On Thu, Jan 28, 2016 at 6:32 AM, Jim Lohse <sp...@megalearningllc.com>
wrote:

> You are only required to add classes to Kryo (compulsorily) if you use a
> specific setting:
>
> //require registration of all classes with Kyro.set("spark.kryo.registrationRequired", "true")
>
> Here's an example of my setup, I think this is the best approach because
> it forces me to really think about what I am serializing:
>
> // for kyro serializer it wants to register all classes that need to be serializedClass[] kryoClassArray = new Class[]{DropResult.class, DropEvaluation.class, PrintHetSharing.class};
> SparkConf sparkConf = new SparkConf()
> .setAppName("MyAppName")
> .setMaster(spark://ipaddress:7077)
> // now for the Kryo stuff
> .set("spark.serializer", "org.apache.spark.serializer.KryoSerializer")//require registration of all classes with Kyro.set("spark.kryo.registrationRequired", "true")// don't forget to register ALL classes or will get error.registerKryoClasses(kryoClassArray);
>
> On 01/27/2016 12:58 PM, Shixiong(Ryan) Zhu wrote:
>
> It depends. The default Kryo serializer cannot handle all cases. If you
> encounter any issue, you can follow the Kryo doc to set up custom
> serializer: https://github.com/EsotericSoftware/kryo/blob/master/README.md
>
> On Wed, Jan 27, 2016 at 3:13 AM, amit tewari <am...@gmail.com>
> wrote:
>>
>> This is what I have added in my code:
>>
>>
>>
>> rdd.persist(StorageLevel.MEMORY_ONLY_SER())
>>
>> conf.set("spark.serializer","org.apache.spark.serializer.KryoSerializer");
>>
>>
>>
>> Do I compulsorily need to do anything via : spark.kryo.classesToRegister?
>>
>> Or the above code sufficient to achieve performance gain using Kryo
>> serialization?
>>
>>
>>
>> Thanks
>>
>> Amit
>>
>

Re: spark.kryo.classesToRegister

Posted by Jim Lohse <sp...@megalearningllc.com>.
You are only required to add classes to Kryo (compulsorily) if you use a 
specific setting:

//require registration of all classes with Kyro .set("spark.kryo.registrationRequired","true")

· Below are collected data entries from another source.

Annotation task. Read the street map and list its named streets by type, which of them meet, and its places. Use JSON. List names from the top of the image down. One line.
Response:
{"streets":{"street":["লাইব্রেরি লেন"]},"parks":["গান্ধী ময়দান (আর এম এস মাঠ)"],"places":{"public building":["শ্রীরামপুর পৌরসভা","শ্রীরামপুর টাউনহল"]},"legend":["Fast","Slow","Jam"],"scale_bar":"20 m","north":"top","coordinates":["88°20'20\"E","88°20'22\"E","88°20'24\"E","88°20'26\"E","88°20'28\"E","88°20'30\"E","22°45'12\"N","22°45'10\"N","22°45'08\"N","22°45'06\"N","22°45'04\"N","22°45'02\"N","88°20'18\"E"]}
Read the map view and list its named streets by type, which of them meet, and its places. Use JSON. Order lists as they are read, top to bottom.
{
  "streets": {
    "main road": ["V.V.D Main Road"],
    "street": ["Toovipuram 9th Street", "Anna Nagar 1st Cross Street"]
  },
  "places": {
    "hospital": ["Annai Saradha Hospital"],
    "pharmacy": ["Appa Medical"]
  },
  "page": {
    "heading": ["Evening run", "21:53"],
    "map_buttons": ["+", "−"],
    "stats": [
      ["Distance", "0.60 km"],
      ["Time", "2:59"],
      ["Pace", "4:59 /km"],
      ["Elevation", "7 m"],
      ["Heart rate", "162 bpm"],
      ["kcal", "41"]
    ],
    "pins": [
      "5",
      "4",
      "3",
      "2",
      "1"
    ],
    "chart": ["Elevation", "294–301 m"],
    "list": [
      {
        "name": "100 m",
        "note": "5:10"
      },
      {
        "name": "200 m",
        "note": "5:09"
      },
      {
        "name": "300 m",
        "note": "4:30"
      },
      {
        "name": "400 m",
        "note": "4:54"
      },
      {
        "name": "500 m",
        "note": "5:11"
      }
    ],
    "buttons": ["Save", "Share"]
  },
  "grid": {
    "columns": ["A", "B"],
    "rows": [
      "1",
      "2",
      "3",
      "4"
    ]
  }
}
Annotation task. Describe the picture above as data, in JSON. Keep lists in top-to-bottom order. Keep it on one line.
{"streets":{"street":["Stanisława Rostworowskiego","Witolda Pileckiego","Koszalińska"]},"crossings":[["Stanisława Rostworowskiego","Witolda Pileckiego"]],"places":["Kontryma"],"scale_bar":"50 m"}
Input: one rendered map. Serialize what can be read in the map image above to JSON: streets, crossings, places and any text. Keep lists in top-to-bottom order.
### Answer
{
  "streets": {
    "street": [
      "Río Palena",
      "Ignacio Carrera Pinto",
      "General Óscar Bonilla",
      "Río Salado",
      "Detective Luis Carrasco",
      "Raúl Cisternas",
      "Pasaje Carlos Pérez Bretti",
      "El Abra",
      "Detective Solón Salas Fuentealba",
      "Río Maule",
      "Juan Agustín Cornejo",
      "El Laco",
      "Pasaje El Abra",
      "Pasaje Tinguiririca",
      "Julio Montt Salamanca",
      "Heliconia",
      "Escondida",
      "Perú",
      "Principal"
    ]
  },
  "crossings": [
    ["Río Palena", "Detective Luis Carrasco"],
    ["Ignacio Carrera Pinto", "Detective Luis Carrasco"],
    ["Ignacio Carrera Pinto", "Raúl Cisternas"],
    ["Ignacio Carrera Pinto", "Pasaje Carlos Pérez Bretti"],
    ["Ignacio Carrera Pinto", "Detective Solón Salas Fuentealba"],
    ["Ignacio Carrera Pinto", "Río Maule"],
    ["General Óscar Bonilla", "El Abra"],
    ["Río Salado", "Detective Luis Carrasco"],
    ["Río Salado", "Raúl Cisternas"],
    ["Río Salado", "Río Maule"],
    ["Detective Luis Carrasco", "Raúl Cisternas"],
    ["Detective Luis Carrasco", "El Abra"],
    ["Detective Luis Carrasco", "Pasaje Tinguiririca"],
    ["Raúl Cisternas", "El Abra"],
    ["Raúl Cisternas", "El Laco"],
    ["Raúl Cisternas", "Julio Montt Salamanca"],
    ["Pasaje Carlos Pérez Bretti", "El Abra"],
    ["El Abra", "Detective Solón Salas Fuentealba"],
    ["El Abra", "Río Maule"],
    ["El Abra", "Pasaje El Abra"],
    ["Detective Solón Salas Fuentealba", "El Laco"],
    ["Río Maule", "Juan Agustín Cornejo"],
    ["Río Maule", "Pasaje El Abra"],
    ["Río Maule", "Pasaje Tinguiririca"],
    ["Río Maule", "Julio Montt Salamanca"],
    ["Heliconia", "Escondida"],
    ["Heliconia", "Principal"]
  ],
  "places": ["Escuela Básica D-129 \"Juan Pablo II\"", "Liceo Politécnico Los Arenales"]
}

Here's an example of my setup, I think this is the best approach because 
it forces me to really think about what I am serializing:

// for kyro serializer it wants to register all classes that need to be 
serialized Class[] kryoClassArray = new Class[]{DropResult.class, 
DropEvaluation.class, PrintHetSharing.class}; SparkConf sparkConf = new 
SparkConf() .setAppName("MyAppName") .setMaster(spark://ipaddress:7077) 
// now for the Kryo stuff .set("spark.serializer", 
"org.apache.spark.serializer.KryoSerializer") //require registration of 
all classes with Kyro .set("spark.kryo.registrationRequired", "true") // 
don't forget to register ALL classes or will get error 
.registerKryoClasses(kryoClassArray);




On 01/27/2016 12:58 PM, Shixiong(Ryan) Zhu wrote:
> It depends. The default Kryo serializer cannot handle all cases. If 
> you encounter any issue, you can follow the Kryo doc to set up custom 
> serializer: 
> https://github.com/EsotericSoftware/kryo/blob/master/README.md
> On Wed, Jan 27, 2016 at 3:13 AM, amit tewari <amittewari.5@gmail.com 
> <ma...@gmail.com>> wrote:
>
>     This is what I have added in my code:
>
>     rdd.persist(StorageLevel.MEMORY_ONLY_SER())
>
>     conf.set("spark.serializer","org.apache.spark.serializer.KryoSerializer");
>
>     Do I compulsorily need to do anything via
>     : spark.kryo.classesToRegister?
>
>     Or the above code sufficient to achieve performance gain using
>     Kryo serialization?
>
>     Thanks
>
>     Amit
>

Re: spark.kryo.classesToRegister

Posted by "Shixiong(Ryan) Zhu" <sh...@databricks.com>.
It depends. The default Kryo serializer cannot handle all cases. If you
encounter any issue, you can follow the Kryo doc to set up custom
serializer: https://github.com/EsotericSoftware/kryo/blob/master/README.md

On Wed, Jan 27, 2016 at 3:13 AM, amit tewari <am...@gmail.com> wrote:

> This is what I have added in my code:
>
>
>
> rdd.persist(StorageLevel.MEMORY_ONLY_SER())
>
> conf.set("spark.serializer","org.apache.spark.serializer.KryoSerializer");
>
>
>
> Do I compulsorily need to do anything via : spark.kryo.classesToRegister?
>
> Or the above code sufficient to achieve performance gain using Kryo
> serialization?
>
>
>
> Thanks
>
> Amit
>